# WORK TASK
From the top of the entries, reproduce each line exactly, stopping after the line that contains "ctx.font = font". Omit pictures.

··· SUPPLIED RECORDS ···

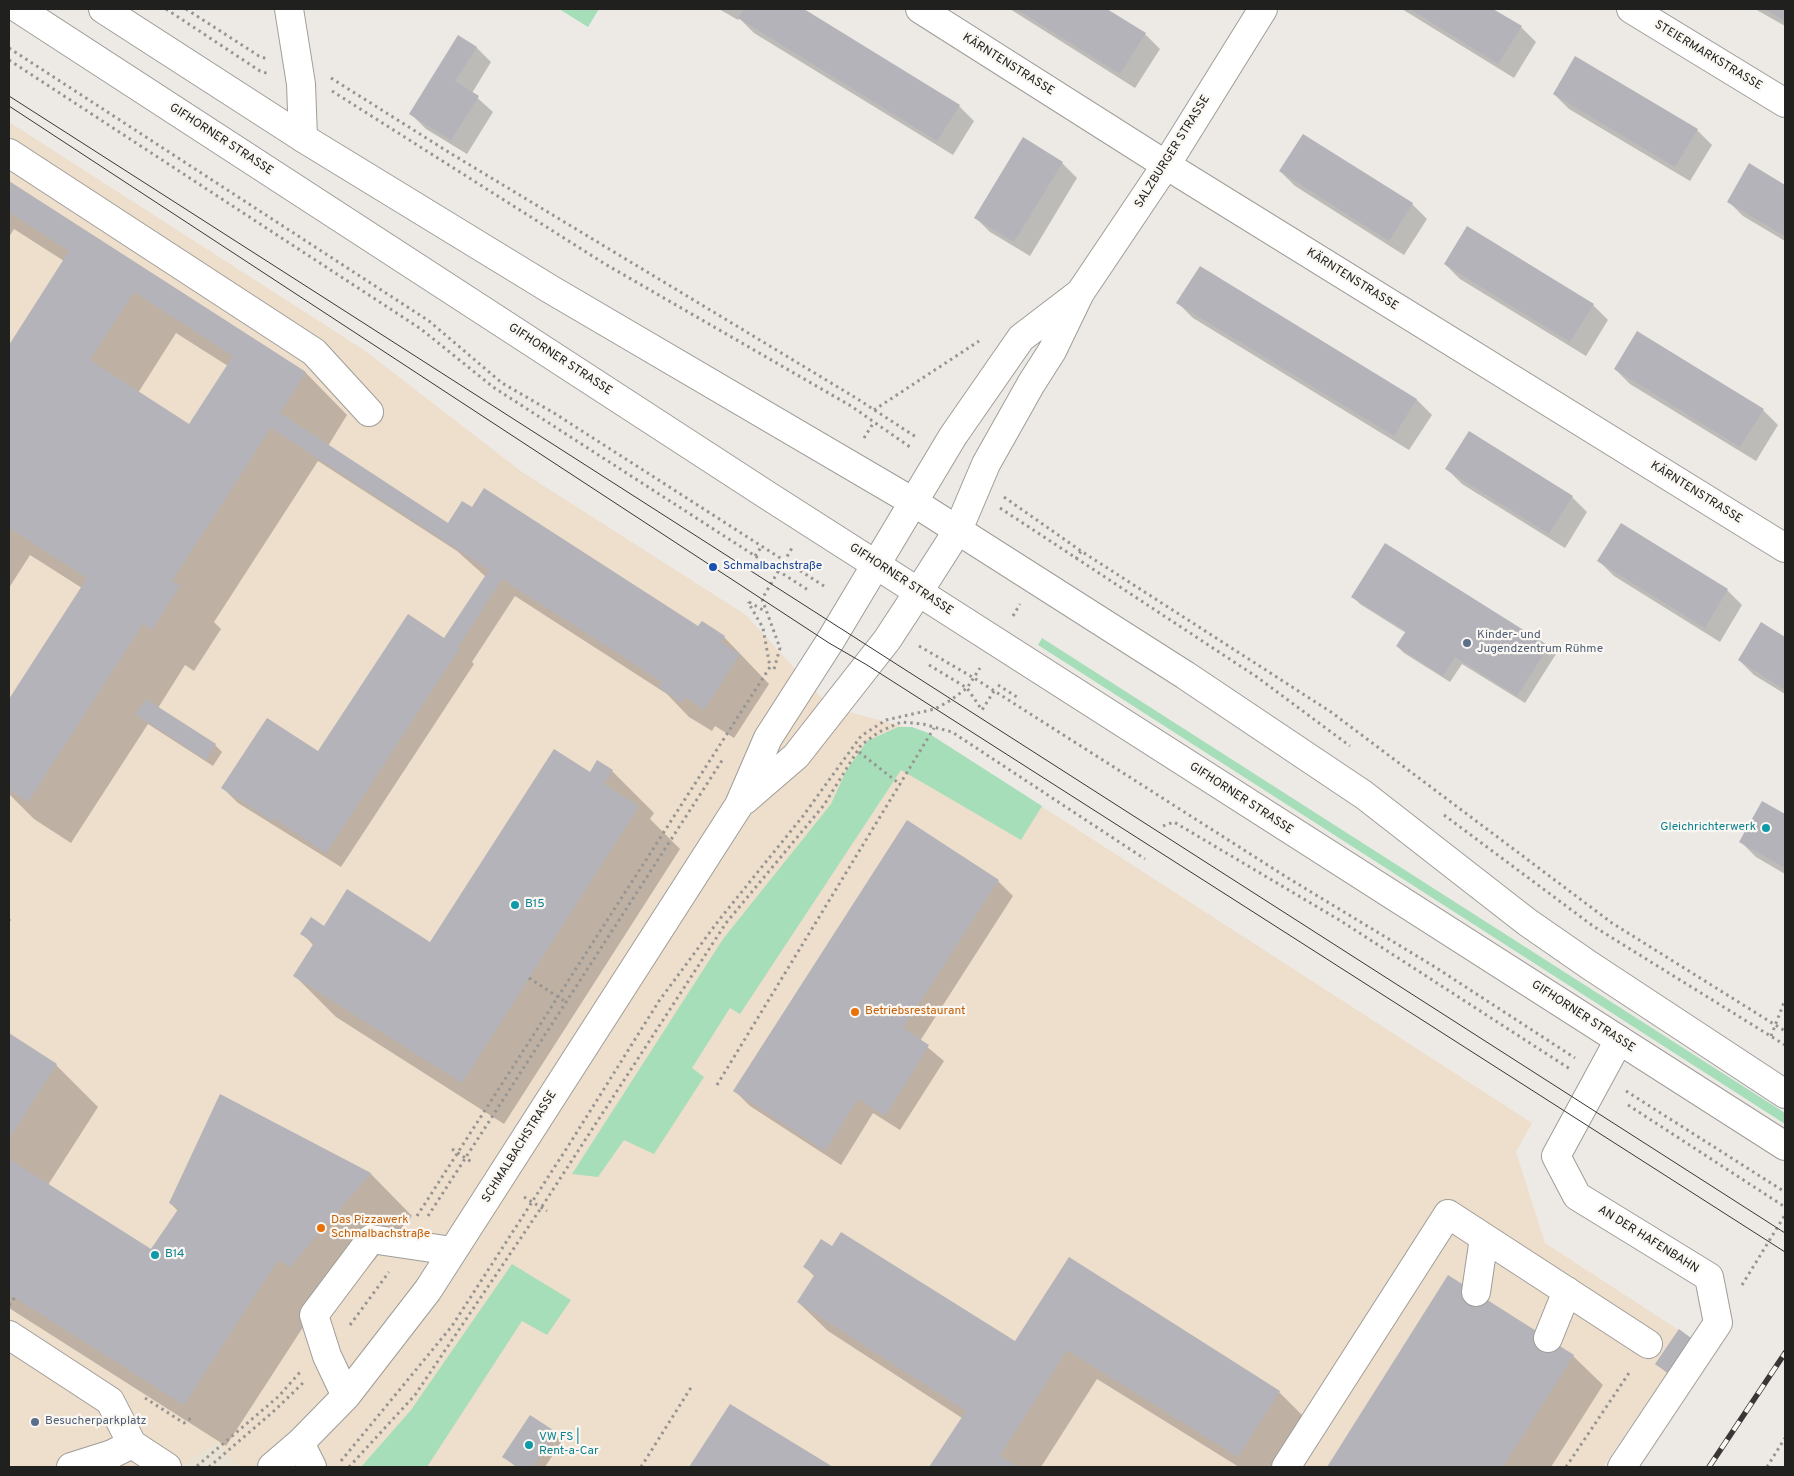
<!DOCTYPE html>
<meta charset="utf-8">
<style>
body{margin:0}
#map{position:relative;width:1794px;height:1476px;overflow:hidden;background:#edeae5;font-family:Overpass,sans-serif}
canvas{display:block}
.frame{position:absolute;inset:0;border:10px solid #20201e;pointer-events:none}
</style>
<div id="map">
<canvas width="1794" height="1476"></canvas>
<div class="frame"></div>
</div>
<script>
const ctx = document.querySelector('canvas').getContext('2d');
ctx.lineJoin = 'round';
function paint(path, color) { ctx.fillStyle = color; ctx.fill(path, 'evenodd'); }
const shape = rows => new Path2D(rows.map(r => 'M' + r).join(''));
function trace(path, color, width, dash) { ctx.strokeStyle = color; ctx.lineWidth = width; ctx.lineCap = dash ? 'butt' : 'round'; ctx.setLineDash(dash || []); ctx.stroke(path); }
function write(font, color, halo, rows, align = 'center') {
  ctx.font = font + ' Overpass,sans-serif'; ctx.lineWidth = 4.5; ctx.setLineDash([]); ctx.textBaseline = 'middle'; ctx.strokeStyle = halo; ctx.fillStyle = color; for (const [text, x, y, turn = 0] of rows) {
    ctx.save(); ctx.translate(x, y); ctx.rotate((+turn || 0) * Math.PI / 180); ctx.textAlign = isNaN(turn) ? turn : align; if (halo) ctx.strokeText(text, 0, 0); ctx.fillText(text, 0, 0); ctx.restore();
  }
}
paint(shape([
 [9,122,364,350,522,472,746,615,830,707,928,733,1532,1123,1516,1152,1545,1243,1691,1338,1603,1467,238,1467,217,1443,181,1467,9,1467]
]), '#eedecc');
paint(shape([
 [217,1442,238,1467,181,1467]
]), '#e8e2d5');
paint(shape([
 [559,9,599,9,588,27],
 [1042,638,1785,1113,1785,1124,1038,645],
 [898,727,912,727,928,733,1042,806,1021,840,901,770,740,1014,730,1008,692,1068,704,1077,654,1154,624,1140,598,1177,572,1174,723,939,831,804,846,771,867,741],
 [512,1264,571,1300,547,1335,522,1321,427,1467,361,1467,411,1410]
]), '#a7deba');
paint(shape([
 [719,9,801,9,959,106,974,121,953,155,754,33,739,18,738,20],
 [1010,9,1105,9,1145,34,1160,49,1135,88],
 [1402,9,1491,9,1521,27,1536,42,1514,78],
 [1755,9,1785,9,1785,26],
 [476,47,491,62,472,93,493,112,467,154,426,129,411,114],
 [1554,94,1697,130,1712,145,1690,181,1569,109],
 [1062,163,1077,178,1030,256,990,232,975,217],
 [1750,165,1785,186,1785,241,1743,216,1728,201],
 [1280,171,1412,204,1427,219,1404,255,1295,186],
 [9,182,306,373,347,415,328,446,449,525,724,637,769,684,734,738,715,726,712,731,689,717,667,694,515,596,472,662,474,664,341,867,238,803,223,788,318,753,445,640,486,577,457,551,318,461,214,622,221,629,194,671,185,665,158,708,215,745,222,752,213,766,148,724,71,843,34,819,9,794,9,701,82,588,30,555,9,588,9,347,64,261,14,229,9,237],
 [176,333,228,366,189,426,138,393],
 [1445,264,1593,305,1608,320,1586,356,1460,279],
 [1200,268,1417,400,1432,415,1409,450,1193,318,1178,303],
 [1615,369,1763,410,1778,425,1756,461,1630,384],
 [1447,469,1572,497,1587,512,1565,548,1462,484],
 [1621,525,1727,590,1742,605,1720,642,1614,576,1599,561],
 [1353,597,1548,647,1556,654,1525,703,1462,664,1450,682,1404,653,1397,646,1406,633,1360,604],
 [1761,624,1785,639,1785,694,1754,675,1739,660],
 [612,771,654,813,650,819,680,849,504,1124,336,1017,294,975,313,945,302,933,324,928,430,944,590,774],
 [1763,803,1785,815,1785,874,1756,857,1741,842],
 [998,881,1013,896,920,1041,944,1061,900,1130,873,1113,841,1165,750,1106,735,1091],
 [9,1035,56,1065,98,1107,48,1185,151,1251,178,1211,170,1203,221,1096,371,1174,412,1216,333,1308,320,1301,226,1446,9,1308],
 [833,1248,1016,1343,1069,1259,1279,1392,1309,1422,1280,1467,1239,1467,1097,1379,1041,1467,931,1467,962,1418,828,1331,798,1302,815,1277,805,1267],
 [1449,1277,1573,1356,1603,1385,1551,1467,1329,1467],
 [1690,1339,1698,1346,1675,1379,1656,1364],
 [731,1405,831,1467,690,1467],
 [530,1417,562,1441,545,1467,516,1467,504,1457]
]), '#0003');
paint(shape([
 [744,9,804,9,960,105,937,141,738,18],
 [1016,9,1107,9,1146,33,1120,74],
 [1410,9,1493,9,1522,26,1498,64],
 [1765,9,1785,9,1785,21,1783,20],
 [458,35,477,47,455,81,479,96,451,140,409,114],
 [1575,56,1698,129,1675,167,1553,94],
 [1303,134,1413,203,1389,241,1279,171],
 [1023,137,1063,162,1014,242,974,218],
 [1749,163,1785,185,1785,236,1727,202],
 [9,181,306,372,280,413,448,523,462,501,472,507,484,488,698,626,702,621,725,636,721,642,740,654,704,710,685,697,682,703,658,687,662,682,502,579,458,647,460,648,326,853,274,819,272,821,221,788,267,718,318,751,408,614,444,638,489,570,271,428,172,581,180,586,152,630,143,624,28,802,9,789,9,699,87,578,9,528,9,345,69,251,9,212],
 [134,292,233,356,189,424,90,360],
 [1467,226,1594,304,1570,342,1444,264],
 [1200,266,1417,399,1394,436,1176,303],
 [1637,331,1764,409,1740,447,1614,369],
 [1469,431,1573,496,1549,534,1445,469],
 [1621,523,1728,589,1705,628,1597,561],
 [1385,543,1549,646,1517,696,1455,657,1443,676,1396,646,1406,631,1351,597],
 [1761,622,1785,637,1785,690,1738,660],
 [146,699,216,744,206,760,135,714],
 [554,749,590,772,597,760,613,770,604,784,639,806,462,1083,293,976,314,943,300,934,311,917,324,926,347,889,430,942],
 [1762,801,1785,814,1785,868,1739,842],
 [907,820,999,880,903,1028,929,1045,900,1093,885,1116,858,1099,825,1151,733,1091],
 [9,1033,57,1064,9,1139],
 [220,1094,371,1173,290,1267,278,1260,184,1405,9,1294,9,1159,151,1249,179,1208,169,1203],
 [841,1232,1015,1341,1069,1257,1280,1391,1238,1457,1067,1350,1000,1456,1018,1467,929,1467,966,1411,797,1302,815,1274,803,1267,821,1239,832,1246],
 [1448,1275,1574,1355,1503,1467,1327,1467],
 [1679,1329,1691,1338,1668,1373,1655,1364],
 [730,1404,833,1467,689,1467],
 [530,1415,556,1432,533,1467,518,1467,502,1457]
]), '#b3b3b9');
const minor = shape([
 [289,9,301,84,303,138],
 [920,9,1166,165,1785,548],
 [1631,9,1785,103],
 [9,153,314,352,369,412],
 [745,800,796,756,887,640,919,591,958,530,986,464,1031,384,1052,351,1080,293,1166,165,1263,9],
 [1619,1040,1556,1156,1577,1196,1709,1277,1718,1323,1622,1467],
 [1476,1292,1484,1238],
 [9,1335,110,1401,132,1444,167,1467],
 [1548,1338,1567,1291],
 [346,1396,327,1356,314,1315,371,1239,452,1251],
 [300,1443,312,1467],
 [71,1467,112,1454,132,1444],
 [272,1467,300,1443,346,1396,428,1290,739,805,768,738,829,643,953,436,1021,338,1080,293],
 [1286,1467,1448,1214,1648,1344]
]);
const major = shape([
 [19,9,770,497,1785,1146],
 [103,9,303,138,550,289,915,503,1185,675,1364,795,1527,922,1589,965,1785,1094]
]);
trace(minor, '#9f9d98', 30);
trace(major, '#9f9d98', 30);
trace(shape([
 [166,9,260,71,269,74],
 [186,9,259,56,267,59],
 [9,48,429,321,502,383,554,413,827,588],
 [9,60,421,329,493,387,808,590],
 [331,78,450,153,856,398,916,437],
 [332,91,605,264,851,406,910,447],
 [874,410,979,341],
 [864,438,874,422],
 [1004,497,1081,551,1331,712,1612,923,1785,1031],
 [1000,508,1257,677,1350,746],
 [755,556,762,546],
 [1076,559,1081,551],
 [749,602,763,610],
 [1013,616,1020,604],
 [919,646,974,678,1288,878,1435,967,1575,1058],
 [929,665,967,688,982,710,994,691],
 [774,669,780,648,762,599,792,548],
 [998,685,1017,697],
 [859,752,901,785],
 [1444,815,1593,926,1785,1045],
 [1163,826,1174,822,1341,921,1570,1069],
 [9,920,10,921],
 [529,978,566,1002],
 [1771,1036,1785,1000],
 [717,1085,934,728],
 [1626,1091,1785,1192],
 [1628,1105,1785,1207],
 [452,1149,473,1163],
 [524,1197,547,1211],
 [417,1216,770,667,763,628,748,602],
 [428,1216,723,759],
 [1742,1285,1785,1215],
 [9,1305,15,1297],
 [350,1325,389,1272],
 [145,1398,184,1423,194,1416],
 [341,1461,452,1326,572,1140,659,1001,719,920,803,816,861,736,886,720,935,709,951,700,967,688,980,668],
 [197,1466,279,1396,301,1371],
 [209,1467,275,1410,305,1381],
 [349,1467,415,1395,541,1208,726,923,824,805,861,745,879,732,901,722,923,724,952,732,1145,859],
 [641,1467,692,1386],
 [1566,1467,1631,1370],
 [1767,1467,1785,1438]
]), '#979592', 3, [2.5, 4]);
trace(minor, '#fff', 28);
trace(major, '#fff', 28);
trace(shape([
 [9,96,1785,1233],
 [9,106,829,643,867,665,1785,1252]
]), '#383735', 1);
const rail = shape([
 [1709,1467,1785,1353]
]);
trace(rail, '#383735', 5.5);
trace(rail, '#faf7f2', 4, [11]);
for (const [x, y, r, color] of [
 [713,567,5,"#1a4fb4"],
 [1467,643,5,"#5c6f8a"],
 [1766,828,5,"#0f9aa8"],
 [515,905,5,"#0f9aa8"],
 [855,1012,5,"#e8710a"],
 [321,1228,5,"#e8710a"],
 [155,1255,5,"#0f9aa8"],
 [35,1422,5,"#5c6f8a"],
 [529,1445,5,"#0f9aa8"]
]) { const dot = new Path2D(); dot.arc(x, y, r, 0, 2 * Math.PI); ctx.fillStyle = color; ctx.fill(dot); trace(dot, '#faf7f2', 2); }
write('12px', '#20201e', '#faf7f2', [
 ["STEIERMARKSTRASSE",1708,56,31],
 ["KÄRNTENSTRASSE",1008,65,32],
 ["GIFHORNER STRASSE",221,140,33],
 ["SALZBURGER STRASSE",1173,152,-58],
 ["KÄRNTENSTRASSE",1352,280,32],
 ["GIFHORNER STRASSE",560,360,33],
 ["KÄRNTENSTRASSE",1696,493,32],
 ["GIFHORNER STRASSE",901,580,33],
 ["GIFHORNER STRASSE",1241,799,33],
 ["GIFHORNER STRASSE",1583,1017,33],
 ["SCHMALBACHSTRASSE",520,1147,-58],
 ["AN DER HAFENBAHN",1648,1240,32]
]);
write('12px', '#164399', '#faf7f2', [
 ["Schmalbachstraße",723,567]
], 'left');
write('12px', '#4e5e75', '#faf7f2', [
 ["Kinder- und",1477,636],
 ["Jugendzentrum Rühme",1477,650],
 ["Besucherparkplatz",45,1422]
], 'left');
write('12px', '#0d838f', '#faf7f2', [
 ["Gleichrichterwerk",1756,828,"right"],
 ["B15",525,905],
 ["B14",165,1255],
 ["VW FS |",539,1438],
 ["Rent-a-Car",539,1452]
], 'left');
write('12px', '#c56008', '#faf7f2', [
 ["Betriebsrestaurant",865,1012],
 ["Das Pizzawerk",331,1221],
 ["Schmalbachstraße",331,1235]
], 'left');
</script>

···

# SOLUTION
<!DOCTYPE html>
<meta charset="utf-8">
<style>
body{margin:0}
#map{position:relative;width:1794px;height:1476px;overflow:hidden;background:#edeae5;font-family:Overpass,sans-serif}
canvas{display:block}
.frame{position:absolute;inset:0;border:10px solid #20201e;pointer-events:none}
</style>
<div id="map">
<canvas width="1794" height="1476"></canvas>
<div class="frame"></div>
</div>
<script>
const ctx = document.querySelector('canvas').getContext('2d');
ctx.lineJoin = 'round';
function paint(path, color) { ctx.fillStyle = color; ctx.fill(path, 'evenodd'); }
const shape = rows => new Path2D(rows.map(r => 'M' + r).join(''));
function trace(path, color, width, dash) { ctx.strokeStyle = color; ctx.lineWidth = width; ctx.lineCap = dash ? 'butt' : 'round'; ctx.setLineDash(dash || []); ctx.stroke(path); }
function write(font, color, halo, rows, align = 'center') {
  ctx.font = font + ' Overpass,sans-serif'; ctx.lineWidth = 4.5; ctx.setLineDash([]); ctx.textBaseline = 'middle'; ctx.strokeStyle = halo; ctx.fillStyle = color; for (const [text, x, y, turn = 0] of rows) {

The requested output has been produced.